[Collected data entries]

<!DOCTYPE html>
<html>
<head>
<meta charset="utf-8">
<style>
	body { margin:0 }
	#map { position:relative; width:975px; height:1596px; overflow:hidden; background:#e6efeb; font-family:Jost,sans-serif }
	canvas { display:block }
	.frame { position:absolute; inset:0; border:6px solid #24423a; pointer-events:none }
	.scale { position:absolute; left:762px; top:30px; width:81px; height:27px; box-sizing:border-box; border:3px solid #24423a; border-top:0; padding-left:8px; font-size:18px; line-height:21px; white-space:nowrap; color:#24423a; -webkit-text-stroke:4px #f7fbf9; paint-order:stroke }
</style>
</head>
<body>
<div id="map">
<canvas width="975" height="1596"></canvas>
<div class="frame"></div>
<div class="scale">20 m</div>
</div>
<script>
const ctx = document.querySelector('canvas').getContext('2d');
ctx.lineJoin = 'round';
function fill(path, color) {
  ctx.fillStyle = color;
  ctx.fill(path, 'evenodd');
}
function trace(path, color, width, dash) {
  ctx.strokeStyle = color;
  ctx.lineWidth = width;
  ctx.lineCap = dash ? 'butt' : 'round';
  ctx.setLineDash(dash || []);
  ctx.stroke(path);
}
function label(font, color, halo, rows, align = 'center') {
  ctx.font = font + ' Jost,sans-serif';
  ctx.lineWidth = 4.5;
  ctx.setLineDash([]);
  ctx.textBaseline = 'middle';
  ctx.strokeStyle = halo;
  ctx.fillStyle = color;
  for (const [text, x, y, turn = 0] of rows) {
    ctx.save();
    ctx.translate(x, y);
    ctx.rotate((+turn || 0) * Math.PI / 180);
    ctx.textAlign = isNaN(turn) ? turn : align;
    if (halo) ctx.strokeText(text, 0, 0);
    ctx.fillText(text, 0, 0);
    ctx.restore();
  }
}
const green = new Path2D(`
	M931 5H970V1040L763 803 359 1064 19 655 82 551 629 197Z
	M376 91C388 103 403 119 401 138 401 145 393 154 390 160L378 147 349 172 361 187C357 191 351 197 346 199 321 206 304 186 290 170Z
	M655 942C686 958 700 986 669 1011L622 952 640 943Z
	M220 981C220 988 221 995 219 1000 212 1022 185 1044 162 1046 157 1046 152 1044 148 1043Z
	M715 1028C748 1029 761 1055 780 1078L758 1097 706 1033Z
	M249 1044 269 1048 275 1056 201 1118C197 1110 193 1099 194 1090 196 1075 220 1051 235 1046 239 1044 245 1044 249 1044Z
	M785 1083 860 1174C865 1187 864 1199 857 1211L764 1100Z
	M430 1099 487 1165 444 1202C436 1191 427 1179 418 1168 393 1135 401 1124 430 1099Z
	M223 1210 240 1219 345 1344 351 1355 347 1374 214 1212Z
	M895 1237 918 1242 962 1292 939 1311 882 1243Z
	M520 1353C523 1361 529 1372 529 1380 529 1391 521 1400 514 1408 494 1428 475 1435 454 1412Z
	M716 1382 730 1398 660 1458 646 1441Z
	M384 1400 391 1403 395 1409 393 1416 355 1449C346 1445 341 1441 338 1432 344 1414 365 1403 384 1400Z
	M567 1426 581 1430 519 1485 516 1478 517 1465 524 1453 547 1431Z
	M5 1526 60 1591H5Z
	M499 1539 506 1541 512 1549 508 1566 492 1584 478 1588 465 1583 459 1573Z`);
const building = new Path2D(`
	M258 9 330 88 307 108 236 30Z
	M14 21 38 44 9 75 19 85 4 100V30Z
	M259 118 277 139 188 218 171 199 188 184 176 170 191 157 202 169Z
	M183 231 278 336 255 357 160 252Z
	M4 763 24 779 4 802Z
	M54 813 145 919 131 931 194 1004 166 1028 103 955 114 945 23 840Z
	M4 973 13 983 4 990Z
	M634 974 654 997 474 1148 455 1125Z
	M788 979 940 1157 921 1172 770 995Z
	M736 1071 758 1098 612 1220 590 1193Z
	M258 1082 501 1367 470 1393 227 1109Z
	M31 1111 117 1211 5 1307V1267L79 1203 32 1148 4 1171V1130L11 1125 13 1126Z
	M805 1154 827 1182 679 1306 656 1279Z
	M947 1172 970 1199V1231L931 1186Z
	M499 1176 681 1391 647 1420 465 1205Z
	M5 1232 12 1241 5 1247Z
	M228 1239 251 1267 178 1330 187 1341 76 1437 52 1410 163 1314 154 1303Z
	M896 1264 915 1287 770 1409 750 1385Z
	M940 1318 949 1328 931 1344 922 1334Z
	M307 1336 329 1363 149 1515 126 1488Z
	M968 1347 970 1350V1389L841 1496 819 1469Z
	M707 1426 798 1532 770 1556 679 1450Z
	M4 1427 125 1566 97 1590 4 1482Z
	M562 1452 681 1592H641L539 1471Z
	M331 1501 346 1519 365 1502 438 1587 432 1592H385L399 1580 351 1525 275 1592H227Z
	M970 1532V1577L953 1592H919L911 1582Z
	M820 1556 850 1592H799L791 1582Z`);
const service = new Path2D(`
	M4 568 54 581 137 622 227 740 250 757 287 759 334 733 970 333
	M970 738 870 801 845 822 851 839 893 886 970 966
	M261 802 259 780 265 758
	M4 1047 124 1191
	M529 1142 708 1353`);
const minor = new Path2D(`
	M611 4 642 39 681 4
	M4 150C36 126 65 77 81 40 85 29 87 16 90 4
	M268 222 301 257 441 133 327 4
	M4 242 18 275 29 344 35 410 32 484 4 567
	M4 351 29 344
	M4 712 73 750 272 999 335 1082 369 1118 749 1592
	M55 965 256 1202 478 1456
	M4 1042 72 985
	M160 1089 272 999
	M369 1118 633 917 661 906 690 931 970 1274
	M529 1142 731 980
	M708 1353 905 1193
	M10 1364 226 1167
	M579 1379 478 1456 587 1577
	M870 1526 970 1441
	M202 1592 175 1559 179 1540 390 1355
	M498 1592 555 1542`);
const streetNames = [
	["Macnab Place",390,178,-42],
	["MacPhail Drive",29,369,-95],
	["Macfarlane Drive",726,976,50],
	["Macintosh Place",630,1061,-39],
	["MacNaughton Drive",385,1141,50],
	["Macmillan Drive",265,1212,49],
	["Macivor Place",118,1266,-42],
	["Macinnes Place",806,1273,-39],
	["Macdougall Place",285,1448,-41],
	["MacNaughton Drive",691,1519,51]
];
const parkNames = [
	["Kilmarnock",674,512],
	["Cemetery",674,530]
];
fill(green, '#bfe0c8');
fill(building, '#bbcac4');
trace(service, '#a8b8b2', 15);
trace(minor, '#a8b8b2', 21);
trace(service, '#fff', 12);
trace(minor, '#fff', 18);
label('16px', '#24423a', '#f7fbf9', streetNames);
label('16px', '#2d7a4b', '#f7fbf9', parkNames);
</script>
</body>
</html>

_What to produce_. Which lines in the records contain the word "halo"? Copy each one.

_Output below_.
function label(font, color, halo, rows, align = 'center') {
  ctx.strokeStyle = halo;
    if (halo) ctx.strokeText(text, 0, 0);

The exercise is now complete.